====== DATA

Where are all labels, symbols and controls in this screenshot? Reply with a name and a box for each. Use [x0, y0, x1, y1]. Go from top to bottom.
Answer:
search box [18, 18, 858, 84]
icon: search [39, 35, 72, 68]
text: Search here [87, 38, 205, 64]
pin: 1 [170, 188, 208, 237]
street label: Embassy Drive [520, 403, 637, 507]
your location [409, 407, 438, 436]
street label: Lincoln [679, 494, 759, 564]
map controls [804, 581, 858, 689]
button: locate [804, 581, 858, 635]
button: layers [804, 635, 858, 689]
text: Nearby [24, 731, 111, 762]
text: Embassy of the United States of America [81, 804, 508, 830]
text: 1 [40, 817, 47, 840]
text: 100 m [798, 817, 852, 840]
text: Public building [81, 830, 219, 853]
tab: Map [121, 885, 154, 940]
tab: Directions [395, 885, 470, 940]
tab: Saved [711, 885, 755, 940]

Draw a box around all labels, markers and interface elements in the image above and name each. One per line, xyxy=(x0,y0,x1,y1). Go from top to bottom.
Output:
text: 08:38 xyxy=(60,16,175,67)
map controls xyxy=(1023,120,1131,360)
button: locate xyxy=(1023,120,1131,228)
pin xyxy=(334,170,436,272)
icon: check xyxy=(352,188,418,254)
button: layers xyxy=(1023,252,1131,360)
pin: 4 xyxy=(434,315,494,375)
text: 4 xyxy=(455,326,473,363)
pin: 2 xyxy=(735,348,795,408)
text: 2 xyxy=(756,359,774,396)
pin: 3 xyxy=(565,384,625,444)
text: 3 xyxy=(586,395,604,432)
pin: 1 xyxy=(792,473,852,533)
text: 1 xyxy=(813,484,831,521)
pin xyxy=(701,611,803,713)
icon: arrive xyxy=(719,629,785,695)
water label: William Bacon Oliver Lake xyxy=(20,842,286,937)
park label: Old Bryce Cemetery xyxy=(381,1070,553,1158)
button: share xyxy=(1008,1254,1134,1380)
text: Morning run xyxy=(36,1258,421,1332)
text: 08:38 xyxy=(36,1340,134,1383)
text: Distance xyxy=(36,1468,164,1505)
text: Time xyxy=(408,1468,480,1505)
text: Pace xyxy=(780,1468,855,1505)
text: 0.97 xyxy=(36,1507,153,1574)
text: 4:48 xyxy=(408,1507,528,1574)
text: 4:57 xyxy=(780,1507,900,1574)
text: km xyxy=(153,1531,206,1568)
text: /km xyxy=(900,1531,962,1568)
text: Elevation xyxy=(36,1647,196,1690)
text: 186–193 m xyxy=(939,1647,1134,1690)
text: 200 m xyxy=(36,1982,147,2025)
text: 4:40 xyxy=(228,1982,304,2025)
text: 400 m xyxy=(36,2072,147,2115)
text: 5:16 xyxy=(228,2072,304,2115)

============

* [EXERCISE DIRECTIONS]:
Your reply should consist of all the records, restated exactly.

* [PROBLEM SOLUTION]:
Where are all labels, symbols and controls in this screenshot? Reply with a name and a box for each. Use [x0, y0, x1, y1]. Go from top to bottom.
Answer:
search box [18, 18, 858, 84]
icon: search [39, 35, 72, 68]
text: Search here [87, 38, 205, 64]
pin: 1 [170, 188, 208, 237]
street label: Embassy Drive [520, 403, 637, 507]
your location [409, 407, 438, 436]
street label: Lincoln [679, 494, 759, 564]
map controls [804, 581, 858, 689]
button: locate [804, 581, 858, 635]
button: layers [804, 635, 858, 689]
text: Nearby [24, 731, 111, 762]
text: Embassy of the United States of America [81, 804, 508, 830]
text: 1 [40, 817, 47, 840]
text: 100 m [798, 817, 852, 840]
text: Public building [81, 830, 219, 853]
tab: Map [121, 885, 154, 940]
tab: Directions [395, 885, 470, 940]
tab: Saved [711, 885, 755, 940]

Draw a box around all labels, markers and interface elements in the image above and name each. One per line, xyxy=(x0,y0,x1,y1). Go from top to bottom.
Output:
text: 08:38 xyxy=(60,16,175,67)
map controls xyxy=(1023,120,1131,360)
button: locate xyxy=(1023,120,1131,228)
pin xyxy=(334,170,436,272)
icon: check xyxy=(352,188,418,254)
button: layers xyxy=(1023,252,1131,360)
pin: 4 xyxy=(434,315,494,375)
text: 4 xyxy=(455,326,473,363)
pin: 2 xyxy=(735,348,795,408)
text: 2 xyxy=(756,359,774,396)
pin: 3 xyxy=(565,384,625,444)
text: 3 xyxy=(586,395,604,432)
pin: 1 xyxy=(792,473,852,533)
text: 1 xyxy=(813,484,831,521)
pin xyxy=(701,611,803,713)
icon: arrive xyxy=(719,629,785,695)
water label: William Bacon Oliver Lake xyxy=(20,842,286,937)
park label: Old Bryce Cemetery xyxy=(381,1070,553,1158)
button: share xyxy=(1008,1254,1134,1380)
text: Morning run xyxy=(36,1258,421,1332)
text: 08:38 xyxy=(36,1340,134,1383)
text: Distance xyxy=(36,1468,164,1505)
text: Time xyxy=(408,1468,480,1505)
text: Pace xyxy=(780,1468,855,1505)
text: 0.97 xyxy=(36,1507,153,1574)
text: 4:48 xyxy=(408,1507,528,1574)
text: 4:57 xyxy=(780,1507,900,1574)
text: km xyxy=(153,1531,206,1568)
text: /km xyxy=(900,1531,962,1568)
text: Elevation xyxy=(36,1647,196,1690)
text: 186–193 m xyxy=(939,1647,1134,1690)
text: 200 m xyxy=(36,1982,147,2025)
text: 4:40 xyxy=(228,1982,304,2025)
text: 400 m xyxy=(36,2072,147,2115)
text: 5:16 xyxy=(228,2072,304,2115)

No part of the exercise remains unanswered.